Between March 11 and March 13, 2020, the World Health Organization declared COVID-19 a global pandemic,4 the President of the United States declared a national emergency,5 and the Mayor of the District of Columbia declared a public health emergency in D.C.6 A month later, on April 10, 2020, the Council of the District of Columbia passed emergency legislation that, among other things, authorized Superior Court judges to grant compassionate release to D.C. prisoners who faced serious risk of severe illness or death from COVID-19.7 In the months that followed, the Council renewed this authority in emergency and temporary legislation.8 And at the end of December 2020, the Council passed permanent legislation that largely mirrored the preceding emergency and temporary legislation9 and conferred compassionate release authority on Superior Court judges.
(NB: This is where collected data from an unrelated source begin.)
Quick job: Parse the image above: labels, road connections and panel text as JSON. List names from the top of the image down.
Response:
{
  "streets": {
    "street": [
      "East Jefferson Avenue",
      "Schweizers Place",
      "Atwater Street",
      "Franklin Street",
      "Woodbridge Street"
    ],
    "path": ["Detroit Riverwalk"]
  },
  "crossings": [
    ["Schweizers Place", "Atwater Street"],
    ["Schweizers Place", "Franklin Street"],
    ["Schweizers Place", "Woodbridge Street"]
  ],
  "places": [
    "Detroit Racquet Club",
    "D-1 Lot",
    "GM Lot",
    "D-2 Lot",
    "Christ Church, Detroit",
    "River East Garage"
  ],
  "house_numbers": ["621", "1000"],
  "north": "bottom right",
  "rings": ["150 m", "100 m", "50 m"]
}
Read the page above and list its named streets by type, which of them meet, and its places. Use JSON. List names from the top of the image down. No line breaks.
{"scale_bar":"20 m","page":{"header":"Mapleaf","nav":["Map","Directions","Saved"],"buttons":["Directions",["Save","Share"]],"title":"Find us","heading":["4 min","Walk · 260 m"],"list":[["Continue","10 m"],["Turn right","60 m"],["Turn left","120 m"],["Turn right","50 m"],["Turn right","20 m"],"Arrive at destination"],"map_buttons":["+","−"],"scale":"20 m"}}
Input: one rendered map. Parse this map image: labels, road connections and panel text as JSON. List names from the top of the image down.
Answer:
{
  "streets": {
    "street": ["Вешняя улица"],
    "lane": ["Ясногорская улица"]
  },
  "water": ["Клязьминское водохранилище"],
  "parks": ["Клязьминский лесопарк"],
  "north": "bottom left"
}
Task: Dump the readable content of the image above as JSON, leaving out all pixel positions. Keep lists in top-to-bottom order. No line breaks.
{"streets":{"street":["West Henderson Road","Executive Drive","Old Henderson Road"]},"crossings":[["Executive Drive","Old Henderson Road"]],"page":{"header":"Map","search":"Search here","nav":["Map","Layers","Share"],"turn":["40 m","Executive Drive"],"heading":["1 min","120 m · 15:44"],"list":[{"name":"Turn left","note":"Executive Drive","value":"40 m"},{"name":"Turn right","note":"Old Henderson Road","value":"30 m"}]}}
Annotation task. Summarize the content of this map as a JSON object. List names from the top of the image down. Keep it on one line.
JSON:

This permanent legislation was signed by the Mayor on January 13, 2021.
In its permanent form, the statute dictates that compassionate release "shall" be granted to D.C. prisoners who demonstrate both their eligibility and nondangerousness under D.C. Code § 24-403.04(a). In addition to defining two eligibility groups with specificity—prisoners with a terminal illness and prisoners over age 60 who have served at least 20 years in prison, D.C. Code § 24-403.04(a)(1)–(2) —the statute includes a catchall provision for prisoners who demonstrate "extraordinary and compelling reasons" for modification of their sentence, D.C. Code § 24-403.04(a)(3). This catchall category "includ[es]," inter alia , those prisoners who are over age 60, have "served the lesser of 15 years or 75% of [their] sentence," and "[s]uffer[ ] from a chronic or serious medical condition ... that causes an acute vulnerability to severe medical complications or death as a result of COVID-19." D.C. Code § 24-403.04(a)(3)(B).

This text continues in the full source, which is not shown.